Showing posts with label TPA. Show all posts
Showing posts with label TPA. Show all posts

Wednesday, July 27, 2011

Guess who the TPA's new Political Director will be?

In the past my comments about the Taxpayers' Alliance (TPA) have been mixed. Sometimes they do good work, sometimes it is a bit shoddy and their habit of not crediting anyone with previous research is annoying. At times I have also referred to them as a front organization for the Conservative Party, a moniker they have vehemently denied. Well, now we know.

The new Political Director of the TPA is to be Jonathan Isaby, formerly of the Daily Telegraph and, more importantly, of ConHome, where his arrival coincided with the site acquiring a far cosier relationship with the Conservative Party and its leadership. Any particular conclusions we can draw from that?

Monday, December 21, 2009

Can the Guardian be really this silly?

That is a rhetorical question, since obviously they can be very silly, indeed. One of their leading headlines today shouts: "Tory tax allies 'subsidised' by the taxpayer". It is clearly a story about the Taxpayers' Alliance, who is being provided by a vast amount of extra publicity through the Guardian's obsession with its activities.

As it happens, I, too, have on various occasions pointed out that the TPA was acting as a front organization for the Conservative Party but being subsidised by the taxpayer is an accusation one must take seriously until one reads the sub-heading: "Taxpayers' Alliance accused of using charitable arm to claim gift aid on donations from wealthy backers".

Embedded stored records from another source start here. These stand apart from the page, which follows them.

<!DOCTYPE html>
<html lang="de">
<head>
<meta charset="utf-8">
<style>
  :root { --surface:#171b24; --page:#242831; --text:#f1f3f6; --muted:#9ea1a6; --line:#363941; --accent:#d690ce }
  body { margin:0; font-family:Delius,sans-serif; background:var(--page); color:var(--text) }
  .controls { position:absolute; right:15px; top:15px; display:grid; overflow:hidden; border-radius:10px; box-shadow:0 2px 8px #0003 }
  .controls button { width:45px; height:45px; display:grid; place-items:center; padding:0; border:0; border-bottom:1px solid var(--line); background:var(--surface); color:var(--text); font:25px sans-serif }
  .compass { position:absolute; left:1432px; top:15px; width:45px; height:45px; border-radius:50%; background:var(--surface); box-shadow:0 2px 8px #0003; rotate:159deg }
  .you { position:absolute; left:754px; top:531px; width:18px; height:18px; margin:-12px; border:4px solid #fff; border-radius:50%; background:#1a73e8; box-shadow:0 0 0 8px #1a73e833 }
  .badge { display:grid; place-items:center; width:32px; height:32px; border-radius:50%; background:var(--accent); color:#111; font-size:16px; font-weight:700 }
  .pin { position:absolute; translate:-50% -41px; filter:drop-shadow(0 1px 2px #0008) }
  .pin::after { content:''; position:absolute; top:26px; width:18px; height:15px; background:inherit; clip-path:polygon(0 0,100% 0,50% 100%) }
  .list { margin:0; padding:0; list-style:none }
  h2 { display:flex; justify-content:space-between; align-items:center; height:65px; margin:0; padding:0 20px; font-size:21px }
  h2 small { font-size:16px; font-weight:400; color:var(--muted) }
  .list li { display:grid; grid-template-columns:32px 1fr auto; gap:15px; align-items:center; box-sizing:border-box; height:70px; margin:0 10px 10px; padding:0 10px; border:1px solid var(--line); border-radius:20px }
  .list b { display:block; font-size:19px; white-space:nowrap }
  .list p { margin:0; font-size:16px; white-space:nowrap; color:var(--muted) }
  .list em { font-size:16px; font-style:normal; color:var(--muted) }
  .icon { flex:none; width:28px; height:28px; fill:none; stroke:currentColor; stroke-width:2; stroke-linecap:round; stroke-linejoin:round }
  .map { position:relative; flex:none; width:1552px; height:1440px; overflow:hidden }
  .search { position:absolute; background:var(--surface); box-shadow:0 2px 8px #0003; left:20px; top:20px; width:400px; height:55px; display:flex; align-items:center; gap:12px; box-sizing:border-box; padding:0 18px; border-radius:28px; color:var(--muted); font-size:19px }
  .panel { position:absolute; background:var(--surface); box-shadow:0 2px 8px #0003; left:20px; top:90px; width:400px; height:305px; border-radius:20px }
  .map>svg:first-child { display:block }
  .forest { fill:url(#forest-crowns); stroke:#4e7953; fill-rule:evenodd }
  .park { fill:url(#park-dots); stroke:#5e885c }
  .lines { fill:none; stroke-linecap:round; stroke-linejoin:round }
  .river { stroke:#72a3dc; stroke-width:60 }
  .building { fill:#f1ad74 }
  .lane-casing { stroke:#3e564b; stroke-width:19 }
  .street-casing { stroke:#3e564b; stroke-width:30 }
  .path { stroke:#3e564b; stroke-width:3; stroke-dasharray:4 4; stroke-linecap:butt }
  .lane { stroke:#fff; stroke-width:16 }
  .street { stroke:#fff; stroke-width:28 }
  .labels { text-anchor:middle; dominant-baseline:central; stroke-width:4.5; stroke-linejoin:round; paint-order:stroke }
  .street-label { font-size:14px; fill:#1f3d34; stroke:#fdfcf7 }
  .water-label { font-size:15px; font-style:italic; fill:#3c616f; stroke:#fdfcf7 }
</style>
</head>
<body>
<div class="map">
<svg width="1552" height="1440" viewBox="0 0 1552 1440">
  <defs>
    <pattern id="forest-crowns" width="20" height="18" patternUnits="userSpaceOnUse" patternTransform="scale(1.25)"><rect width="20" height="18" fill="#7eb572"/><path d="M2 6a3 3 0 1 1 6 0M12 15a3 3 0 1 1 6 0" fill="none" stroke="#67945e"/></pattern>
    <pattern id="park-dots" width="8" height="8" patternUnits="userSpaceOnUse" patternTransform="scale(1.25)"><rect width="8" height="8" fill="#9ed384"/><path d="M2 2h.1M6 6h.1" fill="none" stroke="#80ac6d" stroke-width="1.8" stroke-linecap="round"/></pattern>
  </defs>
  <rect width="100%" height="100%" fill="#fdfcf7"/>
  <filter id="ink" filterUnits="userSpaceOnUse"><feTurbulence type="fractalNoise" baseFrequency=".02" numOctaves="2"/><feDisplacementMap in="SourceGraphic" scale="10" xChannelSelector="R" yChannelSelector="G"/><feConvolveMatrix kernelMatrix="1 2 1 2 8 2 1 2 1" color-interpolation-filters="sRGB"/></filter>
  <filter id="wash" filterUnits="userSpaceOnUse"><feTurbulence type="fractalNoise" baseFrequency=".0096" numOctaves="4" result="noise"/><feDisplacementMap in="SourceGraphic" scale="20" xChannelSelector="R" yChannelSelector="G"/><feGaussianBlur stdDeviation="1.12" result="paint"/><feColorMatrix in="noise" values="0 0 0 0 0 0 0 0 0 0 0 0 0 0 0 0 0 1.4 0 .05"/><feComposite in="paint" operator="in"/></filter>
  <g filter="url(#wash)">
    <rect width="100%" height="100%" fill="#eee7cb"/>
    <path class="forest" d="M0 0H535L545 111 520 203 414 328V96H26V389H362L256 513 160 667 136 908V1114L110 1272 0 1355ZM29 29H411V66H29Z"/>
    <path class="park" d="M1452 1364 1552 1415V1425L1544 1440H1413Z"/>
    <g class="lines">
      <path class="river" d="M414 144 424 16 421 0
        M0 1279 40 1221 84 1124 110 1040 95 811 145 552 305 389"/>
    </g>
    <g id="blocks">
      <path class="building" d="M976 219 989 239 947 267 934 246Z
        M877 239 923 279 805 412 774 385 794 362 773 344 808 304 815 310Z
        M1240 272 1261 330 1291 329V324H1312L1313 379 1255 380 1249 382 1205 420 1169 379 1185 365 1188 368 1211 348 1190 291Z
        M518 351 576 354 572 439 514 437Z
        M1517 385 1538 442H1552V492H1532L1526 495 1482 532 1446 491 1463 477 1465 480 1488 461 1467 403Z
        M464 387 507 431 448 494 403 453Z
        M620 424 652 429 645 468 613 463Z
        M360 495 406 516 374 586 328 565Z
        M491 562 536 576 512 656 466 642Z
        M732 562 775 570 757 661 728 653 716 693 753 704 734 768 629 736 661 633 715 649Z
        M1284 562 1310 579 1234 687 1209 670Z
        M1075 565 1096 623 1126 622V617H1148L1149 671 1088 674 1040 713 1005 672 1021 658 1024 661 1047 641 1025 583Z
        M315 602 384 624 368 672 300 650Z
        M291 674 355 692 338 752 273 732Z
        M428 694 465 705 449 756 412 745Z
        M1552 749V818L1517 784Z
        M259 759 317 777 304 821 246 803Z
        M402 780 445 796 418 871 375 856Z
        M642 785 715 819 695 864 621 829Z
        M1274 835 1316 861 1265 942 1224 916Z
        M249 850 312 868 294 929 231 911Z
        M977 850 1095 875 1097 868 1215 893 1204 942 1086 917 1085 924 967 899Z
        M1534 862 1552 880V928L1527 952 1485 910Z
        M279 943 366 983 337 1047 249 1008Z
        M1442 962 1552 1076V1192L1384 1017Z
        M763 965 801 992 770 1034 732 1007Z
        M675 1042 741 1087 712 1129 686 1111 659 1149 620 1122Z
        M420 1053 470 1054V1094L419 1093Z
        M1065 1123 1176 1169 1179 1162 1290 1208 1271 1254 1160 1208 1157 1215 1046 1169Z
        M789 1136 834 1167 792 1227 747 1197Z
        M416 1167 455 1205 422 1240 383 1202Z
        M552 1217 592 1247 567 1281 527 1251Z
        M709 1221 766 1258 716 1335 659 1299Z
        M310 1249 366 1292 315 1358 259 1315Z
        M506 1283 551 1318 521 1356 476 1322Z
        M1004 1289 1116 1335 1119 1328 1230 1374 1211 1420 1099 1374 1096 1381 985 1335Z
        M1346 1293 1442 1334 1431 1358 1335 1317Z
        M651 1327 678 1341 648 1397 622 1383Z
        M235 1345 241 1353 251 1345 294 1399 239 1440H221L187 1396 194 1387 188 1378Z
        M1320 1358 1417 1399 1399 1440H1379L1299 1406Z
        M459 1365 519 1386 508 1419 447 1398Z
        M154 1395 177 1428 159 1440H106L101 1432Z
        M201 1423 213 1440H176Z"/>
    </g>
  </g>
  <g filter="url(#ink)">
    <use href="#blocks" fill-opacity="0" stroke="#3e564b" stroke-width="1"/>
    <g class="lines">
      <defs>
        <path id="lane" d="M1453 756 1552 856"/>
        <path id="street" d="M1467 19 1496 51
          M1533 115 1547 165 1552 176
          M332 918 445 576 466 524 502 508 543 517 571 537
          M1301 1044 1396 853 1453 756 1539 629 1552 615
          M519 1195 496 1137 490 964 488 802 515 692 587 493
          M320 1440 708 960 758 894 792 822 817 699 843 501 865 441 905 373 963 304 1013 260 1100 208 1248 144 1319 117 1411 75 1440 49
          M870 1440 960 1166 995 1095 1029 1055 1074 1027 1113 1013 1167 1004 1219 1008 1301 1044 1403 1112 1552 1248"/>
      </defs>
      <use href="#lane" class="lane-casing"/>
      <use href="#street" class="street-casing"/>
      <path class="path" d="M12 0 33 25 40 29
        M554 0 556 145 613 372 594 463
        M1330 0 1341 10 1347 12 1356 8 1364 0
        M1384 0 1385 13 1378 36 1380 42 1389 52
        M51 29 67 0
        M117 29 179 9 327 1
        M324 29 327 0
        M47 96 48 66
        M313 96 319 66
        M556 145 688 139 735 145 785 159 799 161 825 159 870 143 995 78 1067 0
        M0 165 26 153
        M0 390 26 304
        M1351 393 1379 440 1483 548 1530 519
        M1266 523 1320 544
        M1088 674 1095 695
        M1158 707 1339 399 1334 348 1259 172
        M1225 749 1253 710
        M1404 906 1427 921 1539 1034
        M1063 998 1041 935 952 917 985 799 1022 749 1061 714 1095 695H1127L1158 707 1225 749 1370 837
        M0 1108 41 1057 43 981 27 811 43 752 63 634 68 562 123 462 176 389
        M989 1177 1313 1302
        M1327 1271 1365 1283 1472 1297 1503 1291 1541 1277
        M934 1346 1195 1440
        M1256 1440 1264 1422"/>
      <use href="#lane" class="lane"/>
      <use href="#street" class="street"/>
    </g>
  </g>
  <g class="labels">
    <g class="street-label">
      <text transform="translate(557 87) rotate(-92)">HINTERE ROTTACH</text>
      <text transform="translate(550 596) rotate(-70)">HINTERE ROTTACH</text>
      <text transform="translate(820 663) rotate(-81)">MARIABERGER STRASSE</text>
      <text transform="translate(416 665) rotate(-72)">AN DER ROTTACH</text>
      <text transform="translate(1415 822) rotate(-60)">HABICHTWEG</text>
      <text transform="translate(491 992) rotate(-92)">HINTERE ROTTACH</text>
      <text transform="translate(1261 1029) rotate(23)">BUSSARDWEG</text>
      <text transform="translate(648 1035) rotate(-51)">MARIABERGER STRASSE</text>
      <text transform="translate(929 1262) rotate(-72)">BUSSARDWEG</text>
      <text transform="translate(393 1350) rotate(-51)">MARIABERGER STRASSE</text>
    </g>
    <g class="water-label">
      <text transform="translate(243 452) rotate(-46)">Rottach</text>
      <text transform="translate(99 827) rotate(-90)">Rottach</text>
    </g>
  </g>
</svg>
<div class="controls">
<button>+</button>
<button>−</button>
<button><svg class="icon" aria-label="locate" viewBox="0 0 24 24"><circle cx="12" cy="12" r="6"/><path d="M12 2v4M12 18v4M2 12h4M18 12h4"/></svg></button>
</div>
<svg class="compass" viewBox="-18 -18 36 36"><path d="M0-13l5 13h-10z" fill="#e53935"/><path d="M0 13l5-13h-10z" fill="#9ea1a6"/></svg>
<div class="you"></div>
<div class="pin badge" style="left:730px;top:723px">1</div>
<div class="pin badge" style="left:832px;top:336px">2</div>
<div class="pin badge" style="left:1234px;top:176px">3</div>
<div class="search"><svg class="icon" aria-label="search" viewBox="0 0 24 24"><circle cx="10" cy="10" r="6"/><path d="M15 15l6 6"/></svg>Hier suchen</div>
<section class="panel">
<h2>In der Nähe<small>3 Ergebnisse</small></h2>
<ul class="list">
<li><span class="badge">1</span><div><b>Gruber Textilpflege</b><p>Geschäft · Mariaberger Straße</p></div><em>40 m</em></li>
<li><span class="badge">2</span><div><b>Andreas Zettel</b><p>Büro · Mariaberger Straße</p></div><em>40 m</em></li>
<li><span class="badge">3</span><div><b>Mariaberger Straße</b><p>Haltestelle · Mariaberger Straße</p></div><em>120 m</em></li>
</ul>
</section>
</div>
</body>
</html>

Does the Guardian really not know the difference between using charitable status to receive donations and being subsidized by the taxpayer? Obviously not, as their main source is John Prescott, whose own financial dealings do not bear too much investigation.

Not only all think-tanks receive money through charitable trusts, whether they are right-wing, left-wing, Conservative or Labour but any government that really cared about the status of individual contributions (about which both Labour and Conservative politicians mouth off ad nauseam) would reform the tax law making it possible to give to charities, educational establishments and think-tanks. In the meantime we have to put up with this idiotic excuse for journalism.

Monday, October 5, 2009

What a shame, eh?

ConHome has a rather downbeat posting about the Czech President that quotes the Financial Times. "Vaclav Klaus may not save Britain from Lisbon after all". Well, no. In the first place, it might be a good idea to get the situation right.

The fate of the Constitutional Lisbon Treaty lies with the Czech Constitutional Court, whither it had been returne by a group of Czech Senators. The Court will decide within the next six months on whether the treaty is compatible with the Czech Constitution. If, as expected, they will say yes, President Klaus will find himself in a difficult position: by not signing he will be going against the will of both Houses of the Czech Parliament and the Constitutional Court. No president in a democracy can hold that position for very long. He will most probably sign.

The Boss on EURef has also written about this, referring to the Guardian and the BBC.

We do not know what was in the letter the Conservative Party appears to have sent him but his opinion of the British political process does not seem to be very high. Presumably, it is not terribly high when he thinks about the British Conservative Party.
Vaclav Klaus, the Eurosceptic Czech president who had indicated he would delay ratifying the treaty until after the British general election, indicated he might change his mind. "There will never be another referendum in Europe," he told the BBC after the Irish vote. "The people of Britain should have been doing something much earlier and not just now, too late, saying something and waiting for my decision."
Well, indeed. Above all, why should President Klaus go out of his way to save the Conservative Party's credibility?

Mark Wallace of the Taxpayers' Alliance is running around the Conservative Party Conference getting people to sign a postcard to President Klaus, pleading with him to save Britain, the Conservative Party and David Cameron. Some have signed, others like Boris Johnson, have refused. (Here is a picture of Douglas Carswell signing.)

Too little, too late. We suggested a campaign of this kind almost four months ago but the TPA was too busy telling the world that nobody had thought of the European issue and its problems until they came on the scene. My personal attempt to interest them in the idea of writing to President Klaus were met with charming and dismissive smiles.

Now that President Klaus has made it clear that he is not that interested in saving people who cannot save themselves, at least, not at the expense of a possible impeachment, that delightful looking postcard will do very little beyond getting media time for the TPA.